Fenomena ketahanan Bitcoin ini menjadi sorotan Analis Tokocrypto, Fyqieh Fachrur. Ia memaparkan bahwa pergerakan harga yang cepat pulih ini membuktikan kuatnya fondasi permintaan di pasar kripto, di mana kepanikan sesaat justru dimanfaatkan investor untuk melakukan aksi beli di harga rendah (buy the dip).
Minat Beli Investor Tetap Aktif
Fyqieh menjelaskan bahwa pasar spot Bitcoin menunjukkan aktivitas beli yang sangat tinggi. “Pergerakan Bitcoin yang cepat pulih menunjukkan minat beli investor masih sangat aktif, khususnya di pasar spot. Koreksi ke area US$66.000 hingga US$67.000 justru dimanfaatkan sebagian pelaku pasar untuk melakukan akumulasi aset,” ujar Fyqieh, Jumat (6/3/2026).
Sebelumnya, tekanan terhadap aset kripto sempat terjadi menyusul lonjakan harga minyak mentah dunia yang menyentuh US$85 per barel. Angka tersebut merupakan rekor harga tertinggi sejak awal 2024. Lonjakan energi yang dipicu krisis Timur Tengah ini sempat memantik kekhawatiran atas stabilitas ekonomi global, namun Bitcoin terbukti merespons krisis ini dengan jauh lebih stabil dibandingkan instrumen aset berisiko lainnya.
Dua Katalis Utama Penopang Harga
Fyqieh menambahkan, ketahanan harga Bitcoin tidak hanya ditopang oleh investor ritel, tetapi juga derasnya modal dari raksasa institusi keuangan serta perubahan strategi penyimpanan aset.

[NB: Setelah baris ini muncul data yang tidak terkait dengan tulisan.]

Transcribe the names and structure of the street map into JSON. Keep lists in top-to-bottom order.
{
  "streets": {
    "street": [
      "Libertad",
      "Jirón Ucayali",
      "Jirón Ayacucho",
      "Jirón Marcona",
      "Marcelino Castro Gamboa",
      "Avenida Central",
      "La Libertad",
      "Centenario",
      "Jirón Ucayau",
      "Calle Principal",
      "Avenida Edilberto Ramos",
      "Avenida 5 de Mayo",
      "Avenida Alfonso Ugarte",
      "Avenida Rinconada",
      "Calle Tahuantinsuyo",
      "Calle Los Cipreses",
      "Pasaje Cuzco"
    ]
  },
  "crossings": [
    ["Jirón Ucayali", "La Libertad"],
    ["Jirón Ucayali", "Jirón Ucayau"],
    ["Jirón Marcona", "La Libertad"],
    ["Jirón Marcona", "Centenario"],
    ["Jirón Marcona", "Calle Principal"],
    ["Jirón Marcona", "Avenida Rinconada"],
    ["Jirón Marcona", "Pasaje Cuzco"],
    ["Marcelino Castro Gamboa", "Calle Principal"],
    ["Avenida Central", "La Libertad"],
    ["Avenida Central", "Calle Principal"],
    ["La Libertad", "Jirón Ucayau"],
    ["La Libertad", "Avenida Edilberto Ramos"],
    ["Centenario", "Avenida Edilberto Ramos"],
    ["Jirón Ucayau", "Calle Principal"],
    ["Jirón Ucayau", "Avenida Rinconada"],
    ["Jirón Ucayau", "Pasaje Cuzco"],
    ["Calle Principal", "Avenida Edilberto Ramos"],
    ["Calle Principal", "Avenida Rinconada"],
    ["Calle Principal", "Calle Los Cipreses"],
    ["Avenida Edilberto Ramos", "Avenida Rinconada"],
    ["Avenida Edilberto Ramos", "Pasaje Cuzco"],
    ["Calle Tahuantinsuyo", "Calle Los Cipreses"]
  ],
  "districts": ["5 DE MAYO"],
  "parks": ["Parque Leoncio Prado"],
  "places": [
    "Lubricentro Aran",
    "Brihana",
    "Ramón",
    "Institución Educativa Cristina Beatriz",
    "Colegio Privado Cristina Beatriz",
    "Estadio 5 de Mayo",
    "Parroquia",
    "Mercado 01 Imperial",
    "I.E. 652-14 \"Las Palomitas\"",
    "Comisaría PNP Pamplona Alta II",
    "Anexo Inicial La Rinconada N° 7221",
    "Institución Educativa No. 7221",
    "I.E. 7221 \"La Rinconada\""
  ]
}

Berdasarkan data pasar terbaru, terdapat dua katalis utama penopang harga BTC saat ini:
- Aliran Dana ETF Bitcoin: Pasar mencatat aliran dana ratusan juta dolar AS masuk ke produk investasi Exchange-Traded Fund (ETF) Bitcoin dalam beberapa hari terakhir. “Hal ini menjaga likuiditas pasar sekaligus menjadi tameng pelindung saat terjadi tekanan harga jangka pendek,” jelas Fyqieh.
- Tren Netflow Negatif: Data on-chain menunjukkan tren netflow negatif selama tujuh hari berturut-turut. Di platform Binance, tercatat sekitar 13.500 BTC telah ditarik keluar sejak akhir Februari lalu, dengan penarikan harian sempat menyentuh angka 3.800 BTC. “Ketika netflow di bursa berubah menjadi negatif, itu mengindikasikan investor tidak berniat menjual koinnya dalam waktu dekat. Mereka memindahkan aset ke wallet pribadi sebagai bagian dari strategi penyimpanan jangka panjang,” terang Fyqieh.
Level Krusial US$70.000
Di tengah dinamika makroekonomi saat ini, pergerakan Bitcoin tengah berada dalam fase konsolidasi (range-bound). Secara teknikal, Fyqieh menyoroti US$70.000 sebagai level support psikologis yang sangat krusial untuk dipertahankan.
“Selama Bitcoin mampu bertahan di atas area US$70.000, peluang untuk melanjutkan pergerakan menuju kisaran US$72.000 hingga US$74.000 masih terbuka lebar. Level ini menjadi kunci untuk menjaga momentum pasar,” pungkasnya.